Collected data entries
+ + + +

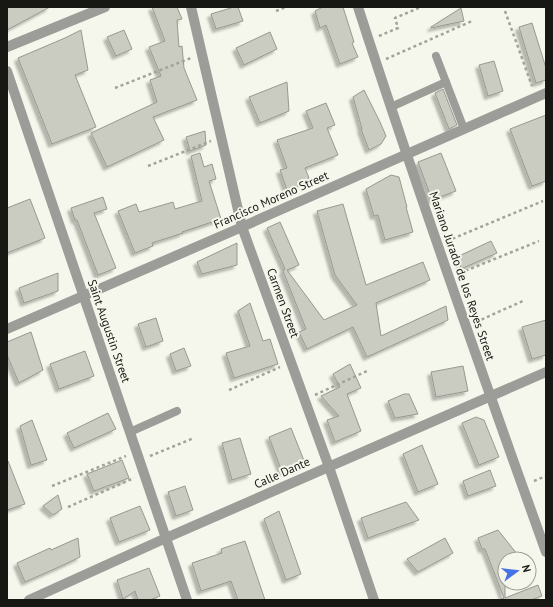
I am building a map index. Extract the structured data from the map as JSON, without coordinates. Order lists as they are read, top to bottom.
{
  "streets": {
    "street": [
      "Francisco Moreno Street",
      "Mariano Jurado de los Reyes Street",
      "Carmen Street",
      "Saint Augustin Street",
      "Calle Dante"
    ]
  },
  "crossings": [
    ["Francisco Moreno Street", "Mariano Jurado de los Reyes Street"],
    ["Francisco Moreno Street", "Carmen Street"],
    ["Francisco Moreno Street", "Saint Augustin Street"],
    ["Mariano Jurado de los Reyes Street", "Calle Dante"],
    ["Carmen Street", "Calle Dante"],
    ["Saint Augustin Street", "Calle Dante"]
  ],
  "north": "right"
}
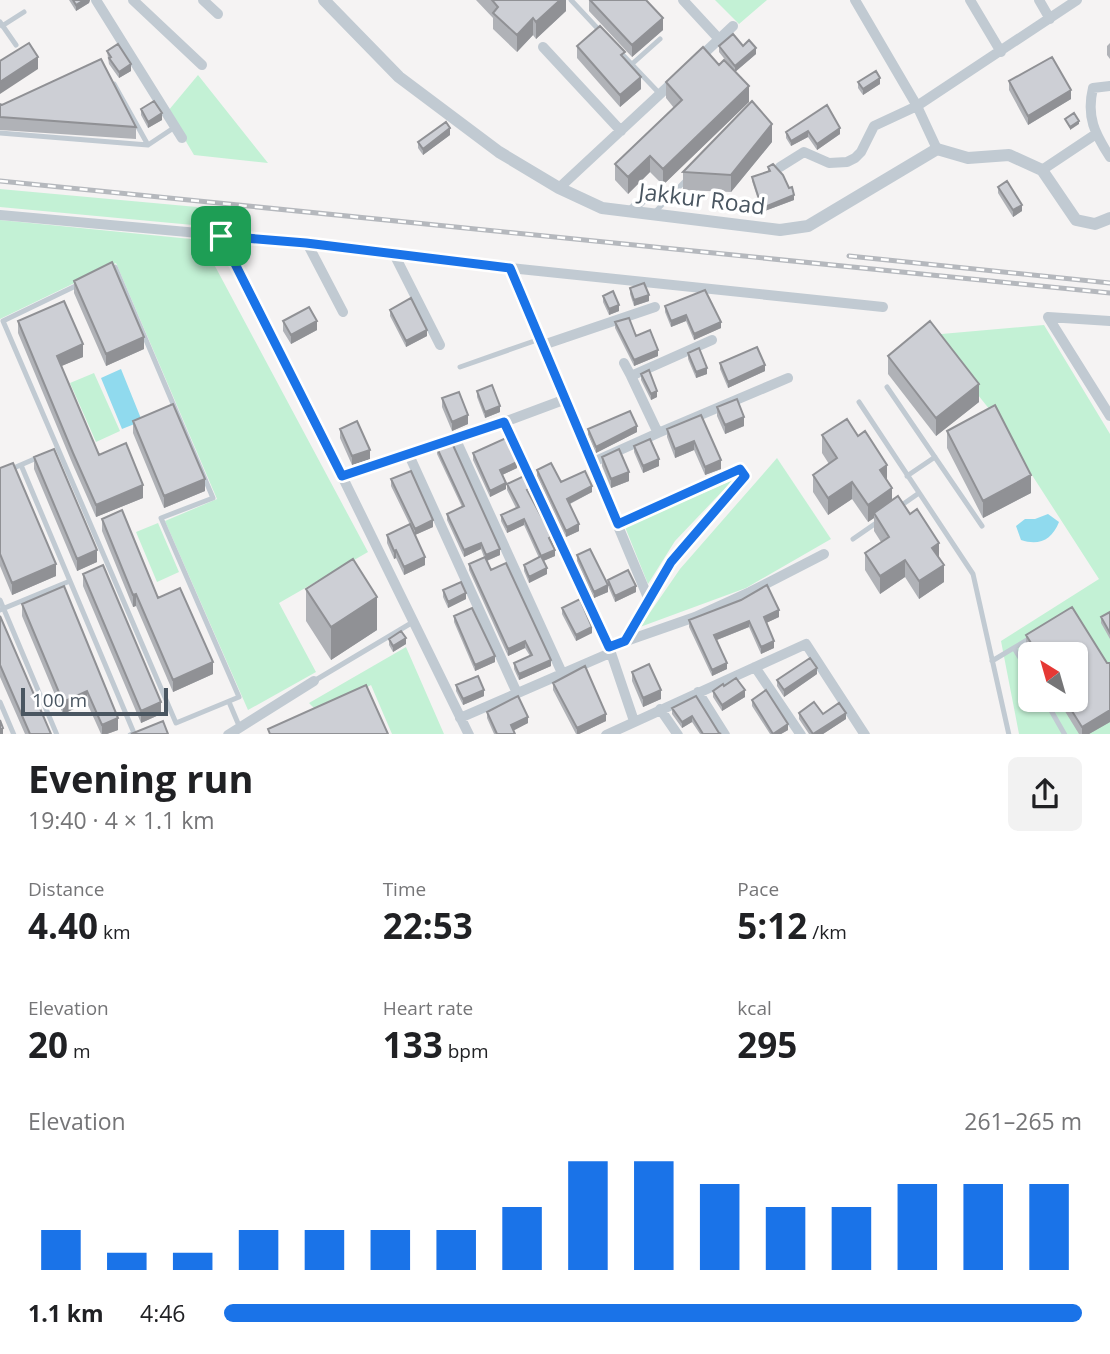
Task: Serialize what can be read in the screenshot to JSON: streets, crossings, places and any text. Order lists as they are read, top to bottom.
{
  "streets": {
    "street": ["Jakkur Road"]
  },
  "scale_bar": "100 m",
  "north": "top left",
  "page": {
    "scale": "100 m",
    "heading": ["Evening run", "19:40 · 4 × 1.1 km"],
    "stats": [
      ["Distance", "4.40 km"],
      ["Time", "22:53"],
      ["Pace", "5:12 /km"],
      ["Elevation", "20 m"],
      ["Heart rate", "133 bpm"],
      ["kcal", "295"]
    ],
    "chart": ["Elevation", "261–265 m"],
    "list": [
      {
        "name": "1.1 km",
        "note": "4:46"
      }
    ]
  }
}
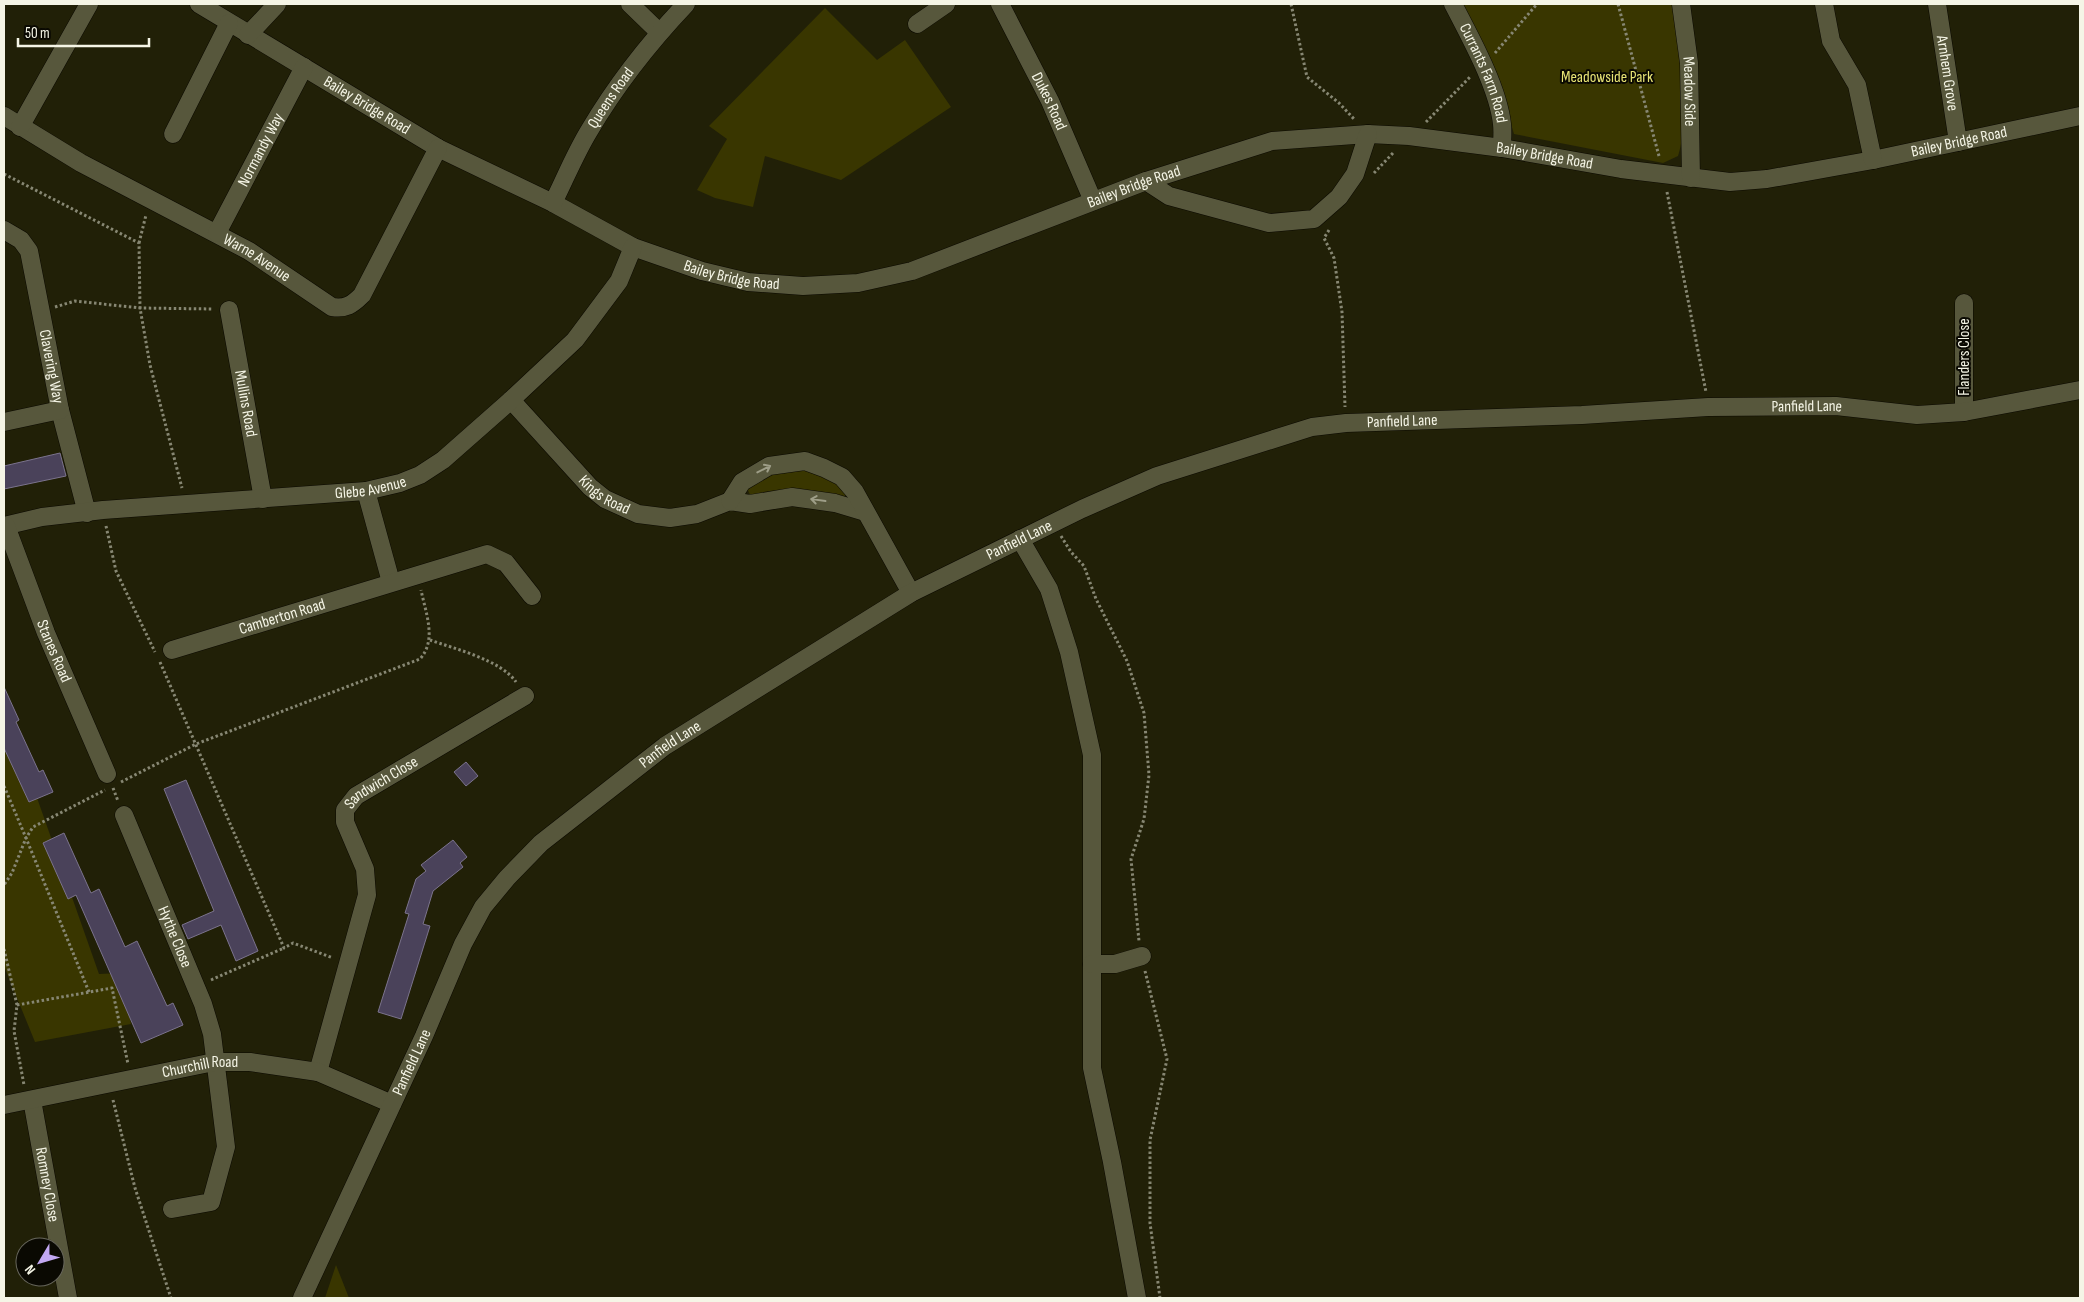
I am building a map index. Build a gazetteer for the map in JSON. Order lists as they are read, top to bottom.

+ + + +

● WHAT THIS TASK INVOLVES
Write out, word for word, only the lines from the one containing "Task: Serialize what" to the end of the data above; the pictures stay out.

● RESULT OF THE TASK
Task: Serialize what can be read in the screenshot to JSON: streets, crossings, places and any text. Order lists as they are read, top to bottom.
{
  "streets": {
    "street": ["Jakkur Road"]
  },
  "scale_bar": "100 m",
  "north": "top left",
  "page": {
    "scale": "100 m",
    "heading": ["Evening run", "19:40 · 4 × 1.1 km"],
    "stats": [
      ["Distance", "4.40 km"],
      ["Time", "22:53"],
      ["Pace", "5:12 /km"],
      ["Elevation", "20 m"],
      ["Heart rate", "133 bpm"],
      ["kcal", "295"]
    ],
    "chart": ["Elevation", "261–265 m"],
    "list": [
      {
        "name": "1.1 km",
        "note": "4:46"
      }
    ]
  }
}
I am building a map index. Build a gazetteer for the map in JSON. Order lists as they are read, top to bottom.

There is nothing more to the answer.